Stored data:
● ● ● ●
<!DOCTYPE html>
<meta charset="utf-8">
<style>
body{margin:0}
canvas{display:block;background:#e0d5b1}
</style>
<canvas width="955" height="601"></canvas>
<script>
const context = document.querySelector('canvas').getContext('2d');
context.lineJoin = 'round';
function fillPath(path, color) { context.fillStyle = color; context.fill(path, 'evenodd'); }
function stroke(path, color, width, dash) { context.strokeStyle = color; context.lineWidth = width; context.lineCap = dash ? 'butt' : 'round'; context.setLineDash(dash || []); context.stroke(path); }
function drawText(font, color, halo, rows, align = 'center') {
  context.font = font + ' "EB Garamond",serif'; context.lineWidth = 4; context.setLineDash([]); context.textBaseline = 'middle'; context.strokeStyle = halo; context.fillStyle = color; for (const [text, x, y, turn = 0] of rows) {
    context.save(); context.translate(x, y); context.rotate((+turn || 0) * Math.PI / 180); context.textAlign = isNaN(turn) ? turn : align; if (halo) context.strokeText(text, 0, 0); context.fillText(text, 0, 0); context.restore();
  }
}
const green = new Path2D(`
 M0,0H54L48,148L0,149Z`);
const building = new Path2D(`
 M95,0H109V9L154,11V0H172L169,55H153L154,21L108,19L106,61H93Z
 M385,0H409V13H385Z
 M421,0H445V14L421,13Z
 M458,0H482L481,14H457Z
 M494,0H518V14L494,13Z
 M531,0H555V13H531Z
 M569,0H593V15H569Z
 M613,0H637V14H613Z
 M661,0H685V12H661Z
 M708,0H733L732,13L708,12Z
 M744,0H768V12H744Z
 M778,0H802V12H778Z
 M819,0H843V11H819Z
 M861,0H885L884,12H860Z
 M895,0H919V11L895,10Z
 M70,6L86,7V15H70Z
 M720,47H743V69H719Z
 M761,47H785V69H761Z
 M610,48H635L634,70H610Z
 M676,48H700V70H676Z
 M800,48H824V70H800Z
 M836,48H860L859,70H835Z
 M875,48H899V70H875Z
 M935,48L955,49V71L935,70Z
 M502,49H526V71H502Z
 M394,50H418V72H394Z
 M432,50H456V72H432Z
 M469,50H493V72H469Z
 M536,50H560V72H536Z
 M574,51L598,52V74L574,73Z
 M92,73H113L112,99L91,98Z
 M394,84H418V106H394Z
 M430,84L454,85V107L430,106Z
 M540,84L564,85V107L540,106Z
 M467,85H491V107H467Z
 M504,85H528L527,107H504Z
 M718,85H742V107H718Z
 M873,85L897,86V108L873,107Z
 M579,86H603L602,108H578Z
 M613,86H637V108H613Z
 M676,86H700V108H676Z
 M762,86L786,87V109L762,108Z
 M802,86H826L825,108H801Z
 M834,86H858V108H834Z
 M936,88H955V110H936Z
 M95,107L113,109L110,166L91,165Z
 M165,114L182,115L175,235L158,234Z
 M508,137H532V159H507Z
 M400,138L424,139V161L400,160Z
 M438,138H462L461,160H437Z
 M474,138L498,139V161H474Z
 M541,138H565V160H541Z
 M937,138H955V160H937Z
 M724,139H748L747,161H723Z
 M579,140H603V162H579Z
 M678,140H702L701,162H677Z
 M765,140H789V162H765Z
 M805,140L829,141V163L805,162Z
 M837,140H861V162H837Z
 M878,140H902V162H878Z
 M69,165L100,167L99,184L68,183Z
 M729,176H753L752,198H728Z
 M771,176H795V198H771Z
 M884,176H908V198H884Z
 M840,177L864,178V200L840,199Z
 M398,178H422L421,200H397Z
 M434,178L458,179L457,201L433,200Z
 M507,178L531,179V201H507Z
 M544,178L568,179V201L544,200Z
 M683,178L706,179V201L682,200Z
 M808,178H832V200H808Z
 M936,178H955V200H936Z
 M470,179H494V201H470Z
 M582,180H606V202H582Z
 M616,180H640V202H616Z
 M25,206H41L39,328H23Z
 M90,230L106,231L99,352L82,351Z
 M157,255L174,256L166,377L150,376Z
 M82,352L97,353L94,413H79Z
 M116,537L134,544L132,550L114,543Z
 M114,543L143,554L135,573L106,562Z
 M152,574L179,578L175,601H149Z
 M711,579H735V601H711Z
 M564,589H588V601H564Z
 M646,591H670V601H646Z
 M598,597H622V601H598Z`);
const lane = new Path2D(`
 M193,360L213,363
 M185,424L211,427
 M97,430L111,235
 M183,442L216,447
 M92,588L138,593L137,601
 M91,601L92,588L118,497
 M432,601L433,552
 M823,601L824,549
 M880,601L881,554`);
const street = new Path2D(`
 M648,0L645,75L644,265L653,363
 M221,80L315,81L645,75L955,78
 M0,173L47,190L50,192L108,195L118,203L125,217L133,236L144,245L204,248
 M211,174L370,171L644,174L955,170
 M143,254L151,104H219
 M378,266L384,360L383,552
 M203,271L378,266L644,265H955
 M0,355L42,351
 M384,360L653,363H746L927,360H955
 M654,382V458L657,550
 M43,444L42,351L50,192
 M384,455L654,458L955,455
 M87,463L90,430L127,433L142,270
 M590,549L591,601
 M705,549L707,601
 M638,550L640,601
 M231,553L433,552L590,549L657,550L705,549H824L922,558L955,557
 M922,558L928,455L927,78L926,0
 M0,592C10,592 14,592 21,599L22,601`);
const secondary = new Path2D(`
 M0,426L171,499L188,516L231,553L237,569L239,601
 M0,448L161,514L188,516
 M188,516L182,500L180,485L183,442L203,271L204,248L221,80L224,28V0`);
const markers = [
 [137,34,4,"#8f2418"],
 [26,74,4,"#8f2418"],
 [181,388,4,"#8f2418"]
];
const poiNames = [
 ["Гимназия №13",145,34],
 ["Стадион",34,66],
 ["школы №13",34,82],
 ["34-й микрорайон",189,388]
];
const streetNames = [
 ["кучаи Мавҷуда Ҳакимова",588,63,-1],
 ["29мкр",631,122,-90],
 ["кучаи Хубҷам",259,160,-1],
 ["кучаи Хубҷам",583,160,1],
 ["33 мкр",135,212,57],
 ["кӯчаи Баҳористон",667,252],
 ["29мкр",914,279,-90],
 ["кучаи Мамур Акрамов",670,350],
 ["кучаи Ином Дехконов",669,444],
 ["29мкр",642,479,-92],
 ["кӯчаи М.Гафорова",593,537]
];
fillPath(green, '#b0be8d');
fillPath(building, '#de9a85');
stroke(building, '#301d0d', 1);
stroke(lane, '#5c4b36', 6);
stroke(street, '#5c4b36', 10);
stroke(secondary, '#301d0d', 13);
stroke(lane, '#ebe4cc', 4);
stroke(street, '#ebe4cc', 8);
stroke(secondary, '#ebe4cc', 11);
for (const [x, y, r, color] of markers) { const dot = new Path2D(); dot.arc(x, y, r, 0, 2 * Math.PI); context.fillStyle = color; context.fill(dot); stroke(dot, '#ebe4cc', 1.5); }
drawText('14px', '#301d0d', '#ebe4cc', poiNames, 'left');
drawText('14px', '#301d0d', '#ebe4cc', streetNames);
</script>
● ● ● ●
### THE TASK
Pick out the lines above that hold the string "lineWidth" and show them.

### SOLVED PROBLEM
function stroke(path, color, width, dash) { context.strokeStyle = color; context.lineWidth = width; context.lineCap = dash ? 'butt' : 'round'; context.setLineDash(dash || []); context.stroke(path); }
  context.font = font + ' "EB Garamond",serif'; context.lineWidth = 4; context.setLineDash([]); context.textBaseline = 'middle'; context.strokeStyle = halo; context.fillStyle = color; for (const [text, x, y, turn = 0] of rows) {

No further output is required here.